When my friend asked which celebrity I'd most like to meet I thought about it.
"Hmmm, I have to think about that one. How about you?" "Tiger Woods," my friend said without hesitation.
Tiger Woods? I'd rather meet a celebrity who would at least pretend to be glad to meet me, too. Not busting on Tiger Woods, but I watched him golf the other day-man, that dude is zoned. Focused. Pinching grass and peggin' it into the air, watching where it lands, figuring how the wind is blowing. If he's that focused watching glass clippings, think of how much deader those teenage pirates would have been if Tiger were a shootin' Navy Seal. He wouldn't have to use a gun, he could just stare them to death.
At the Masters event on Easter Sunday, I saw Tiger stand with his eyes beaded on the cup hole, or whatever they call it, starin' like Christ himself was gonna rise right up and out of it. The dude is serious about his golf and it shows. We can learn from Tiger.

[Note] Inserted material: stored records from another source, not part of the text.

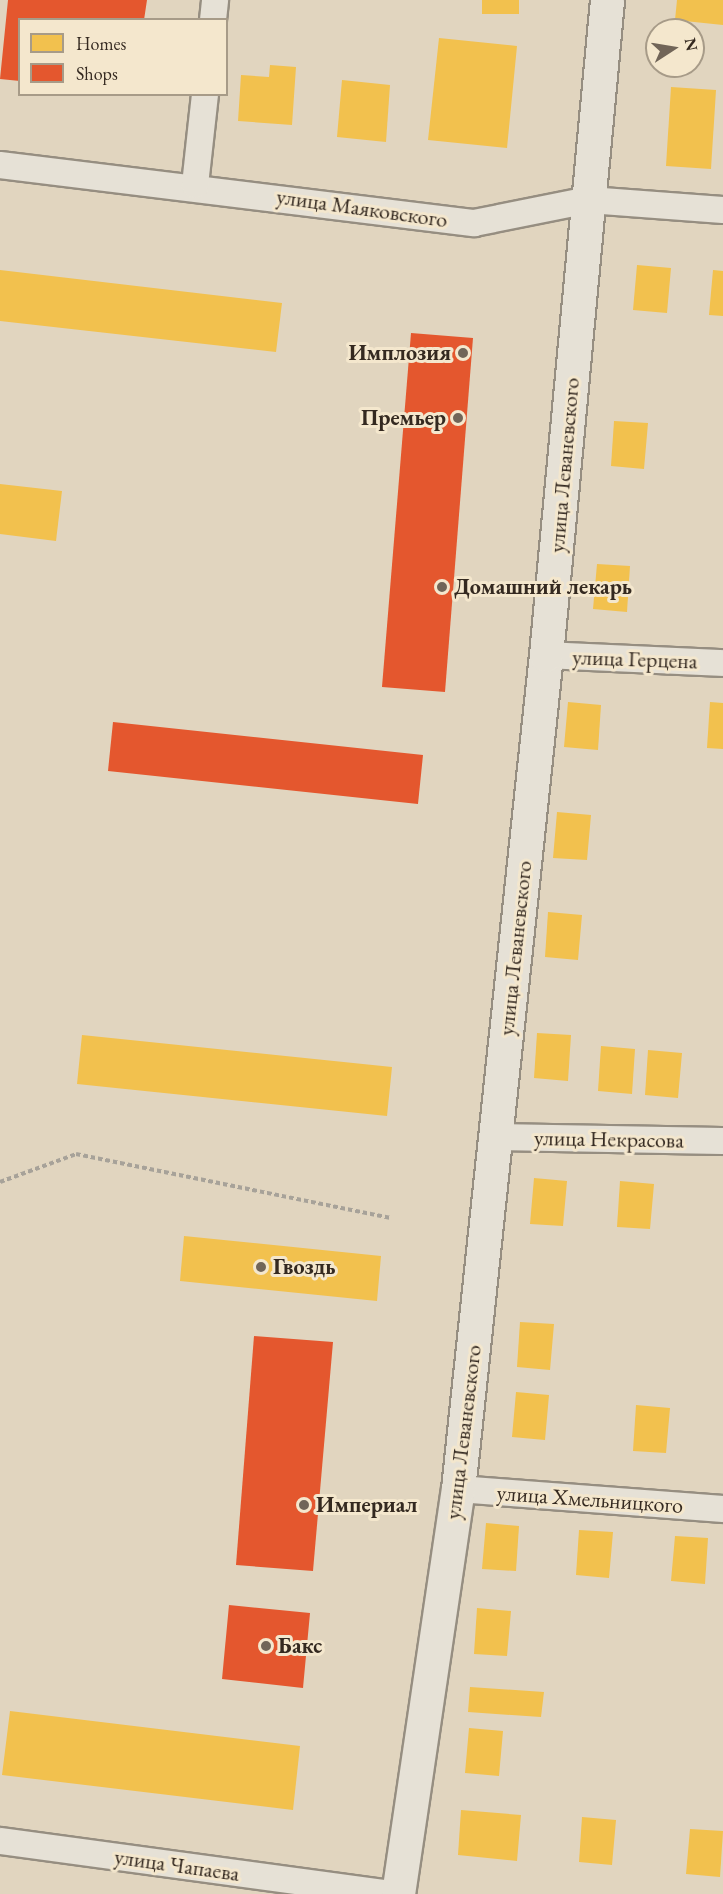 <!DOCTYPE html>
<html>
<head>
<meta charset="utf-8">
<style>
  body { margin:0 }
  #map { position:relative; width:723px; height:1894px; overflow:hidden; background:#e1d5bf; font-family:"EB Garamond",serif }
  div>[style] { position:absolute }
  .homes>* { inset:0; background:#f2c14e }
  .shops>* { inset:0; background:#e4572e }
  .path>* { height:4px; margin-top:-2px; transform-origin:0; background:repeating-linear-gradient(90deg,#a7a299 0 4.5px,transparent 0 7.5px) }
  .roads { filter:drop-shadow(2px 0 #968e81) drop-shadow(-2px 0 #968e81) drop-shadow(0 2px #968e81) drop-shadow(0 -2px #968e81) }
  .street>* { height:26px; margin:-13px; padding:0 13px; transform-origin:13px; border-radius:13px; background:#e6e1d6 }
  .secondary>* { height:33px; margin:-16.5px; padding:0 16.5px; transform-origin:16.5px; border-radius:16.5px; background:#e6e1d6 }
  .dots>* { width:16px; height:16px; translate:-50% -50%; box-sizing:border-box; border:3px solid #f4e7cd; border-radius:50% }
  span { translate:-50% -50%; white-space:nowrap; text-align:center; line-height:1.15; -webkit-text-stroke:6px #f4e7cd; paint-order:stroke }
  .street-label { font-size:22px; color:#342920 }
  .poi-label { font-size:22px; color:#342920; font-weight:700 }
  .right { translate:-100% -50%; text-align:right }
  .left { translate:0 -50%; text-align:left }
  .legend { position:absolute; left:18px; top:18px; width:210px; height:78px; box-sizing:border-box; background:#f4e7cd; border:2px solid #a79b88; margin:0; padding:8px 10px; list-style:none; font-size:18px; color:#342920 }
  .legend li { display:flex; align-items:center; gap:12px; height:30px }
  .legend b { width:30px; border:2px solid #a79b88 }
  .north { position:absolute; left:645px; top:18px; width:60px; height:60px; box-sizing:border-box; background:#f4e7cd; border:2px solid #a79b88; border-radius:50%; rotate:78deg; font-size:16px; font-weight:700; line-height:24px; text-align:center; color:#342920 }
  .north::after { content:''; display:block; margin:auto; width:21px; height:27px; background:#716558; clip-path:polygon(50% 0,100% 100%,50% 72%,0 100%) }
</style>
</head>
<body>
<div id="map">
  <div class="homes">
    <i style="clip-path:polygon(482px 0,519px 0,519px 14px,482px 14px)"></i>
    <i style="clip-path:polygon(677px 0,723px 0,723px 25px,675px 20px)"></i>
    <i style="clip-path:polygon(439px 38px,517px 46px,507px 148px,428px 140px)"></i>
    <i style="clip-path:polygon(270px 65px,296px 67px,292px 125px,238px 121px,241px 75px,269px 77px)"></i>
    <i style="clip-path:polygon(342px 80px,390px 85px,386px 142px,337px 137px)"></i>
    <i style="clip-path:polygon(671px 87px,716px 90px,711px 169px,666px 166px)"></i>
    <i style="clip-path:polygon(637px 265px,671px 268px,667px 313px,633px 310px)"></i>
    <i style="clip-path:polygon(0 270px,282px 303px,276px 352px,0 321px)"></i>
    <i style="clip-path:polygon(713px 270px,723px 271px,723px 316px,709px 315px)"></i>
    <i style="clip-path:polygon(614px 421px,648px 423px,644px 469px,611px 466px)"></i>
    <i style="clip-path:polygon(0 484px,62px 491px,56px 541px,0 534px)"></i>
    <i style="clip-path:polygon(597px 564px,630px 566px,627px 612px,593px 609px)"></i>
    <i style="clip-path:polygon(568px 702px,601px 705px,598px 750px,564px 747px)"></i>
    <i style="clip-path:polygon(710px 702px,723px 703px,723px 749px,707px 748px)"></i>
    <i style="clip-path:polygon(557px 812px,591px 815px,587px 860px,553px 858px)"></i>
    <i style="clip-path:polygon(548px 912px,582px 915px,578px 960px,545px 957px)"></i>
    <i style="clip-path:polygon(537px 1033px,571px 1035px,568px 1081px,534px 1078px)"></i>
    <i style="clip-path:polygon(82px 1035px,392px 1067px,387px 1116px,77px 1084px)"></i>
    <i style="clip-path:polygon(601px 1046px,635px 1049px,632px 1094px,598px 1091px)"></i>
    <i style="clip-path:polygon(648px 1050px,682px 1053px,678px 1098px,645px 1095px)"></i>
    <i style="clip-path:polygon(534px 1178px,567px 1181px,563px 1226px,530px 1224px)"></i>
    <i style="clip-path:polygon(620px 1181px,654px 1184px,650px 1229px,617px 1227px)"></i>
    <i style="clip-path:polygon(184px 1236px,381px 1256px,377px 1301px,180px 1281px)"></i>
    <i style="clip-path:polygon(520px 1322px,554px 1324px,550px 1370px,517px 1367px)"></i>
    <i style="clip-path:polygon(516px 1392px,549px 1395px,545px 1440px,512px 1437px)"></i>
    <i style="clip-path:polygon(636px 1405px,670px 1408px,666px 1453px,633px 1451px)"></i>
    <i style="clip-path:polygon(486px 1523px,519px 1526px,516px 1571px,482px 1569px)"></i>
    <i style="clip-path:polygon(579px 1530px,613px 1532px,609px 1578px,576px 1575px)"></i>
    <i style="clip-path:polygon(675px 1536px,708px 1538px,705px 1584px,671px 1581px)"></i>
    <i style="clip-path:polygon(477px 1608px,511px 1611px,507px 1656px,474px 1654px)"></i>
    <i style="clip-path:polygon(470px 1687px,544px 1692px,541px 1717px,468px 1712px)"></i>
    <i style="clip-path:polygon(10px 1711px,300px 1746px,293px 1810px,2px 1775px)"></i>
    <i style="clip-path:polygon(469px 1728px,503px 1731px,499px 1776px,465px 1773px)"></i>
    <i style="clip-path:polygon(461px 1810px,521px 1815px,517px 1861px,458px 1855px)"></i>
    <i style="clip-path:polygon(582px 1817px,616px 1820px,612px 1865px,579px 1862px)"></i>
    <i style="clip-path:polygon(690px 1829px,723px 1831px,720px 1877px,686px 1874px)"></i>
  </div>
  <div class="shops">
    <i style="clip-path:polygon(8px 0,147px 0,144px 20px,20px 20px,20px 81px,0 79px)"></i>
    <i style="clip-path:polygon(411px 333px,473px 338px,445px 692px,382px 687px)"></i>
    <i style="clip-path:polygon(113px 722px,423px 755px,418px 804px,108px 771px)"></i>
    <i style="clip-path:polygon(254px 1336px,333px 1342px,313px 1571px,236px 1565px)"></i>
    <i style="clip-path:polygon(229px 1605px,310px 1613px,303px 1688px,222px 1679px)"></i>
  </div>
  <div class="path">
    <i style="left:0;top:1182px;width:81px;rotate:-20.2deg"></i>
    <i style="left:76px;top:1154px;width:320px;rotate:11.5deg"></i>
  </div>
  <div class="roads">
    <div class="street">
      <i style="left:213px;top:20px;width:20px;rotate:-84deg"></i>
      <i style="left:0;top:165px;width:478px;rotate:7deg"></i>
      <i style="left:474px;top:223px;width:117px;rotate:-11.3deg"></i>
      <i style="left:589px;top:200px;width:134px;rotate:4.3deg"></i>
      <i style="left:195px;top:185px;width:92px;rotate:-83.7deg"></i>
      <i style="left:546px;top:655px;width:177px;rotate:2.6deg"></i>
      <i style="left:495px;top:1137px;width:228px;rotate:1deg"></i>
      <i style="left:458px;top:1489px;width:266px;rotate:4.3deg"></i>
      <i style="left:0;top:1841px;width:394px;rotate:7.7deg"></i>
    </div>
    <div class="secondary">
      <i style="left:398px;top:1894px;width:409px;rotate:-81.6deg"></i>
      <i style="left:458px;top:1489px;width:839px;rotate:-83.98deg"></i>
      <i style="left:546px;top:655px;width:658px;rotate:-84.68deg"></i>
    </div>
  </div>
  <div class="dots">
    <i style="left:463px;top:353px;background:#716558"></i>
    <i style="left:458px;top:418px;background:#716558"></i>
    <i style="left:442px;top:587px;background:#716558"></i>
    <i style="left:261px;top:1267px;background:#716558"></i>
    <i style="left:304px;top:1505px;background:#716558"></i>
    <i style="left:266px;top:1646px;background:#716558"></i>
  </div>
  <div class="street-label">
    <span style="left:362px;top:208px;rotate:8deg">улица Маяковского</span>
    <span style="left:564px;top:465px;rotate:-85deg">улица Леваневского</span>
    <span style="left:635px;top:659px;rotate:2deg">улица Герцена</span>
    <span style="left:515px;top:948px;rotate:-84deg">улица Леваневского</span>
    <span style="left:609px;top:1139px;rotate:1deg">улица Некрасова</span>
    <span style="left:463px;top:1432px;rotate:-83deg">улица Леваневского</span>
    <span style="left:590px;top:1499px;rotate:4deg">улица Хмельницкого</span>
    <span style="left:177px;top:1865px;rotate:8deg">улица Чапаева</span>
  </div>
  <div class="poi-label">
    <span class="right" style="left:451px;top:353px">Имплозия</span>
    <span class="right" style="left:446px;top:418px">Премьер</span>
    <span class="left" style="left:454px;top:587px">Домашний лекарь</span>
    <span class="left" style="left:273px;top:1267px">Гвоздь</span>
    <span class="left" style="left:316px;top:1505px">Империал</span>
    <span class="left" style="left:278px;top:1646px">Бакс</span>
  </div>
  <ul class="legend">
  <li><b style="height:16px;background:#f2c14e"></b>Homes</li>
  <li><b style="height:16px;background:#e4572e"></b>Shops</li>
  </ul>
  <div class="north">N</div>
</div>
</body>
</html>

Tell you what gets me about him: His teeth. Dude has some teeth. You ever really look at Tiger's teeth? Things are huge. They're par fives. Not just the front top two, all of em, they're all the same size. It's amazing. And he's got so many. Seems like twice the amount I got. I mean the gol darn guy-tell ya what, I don't know if he was born with them or if he had them implanted after he got rich, but I'd rather play him at golf than be in a biting contest against him. I have wicked smile envy when it comes to Tiger Woods. I could care less that he could putt a beach ball into a mousehole.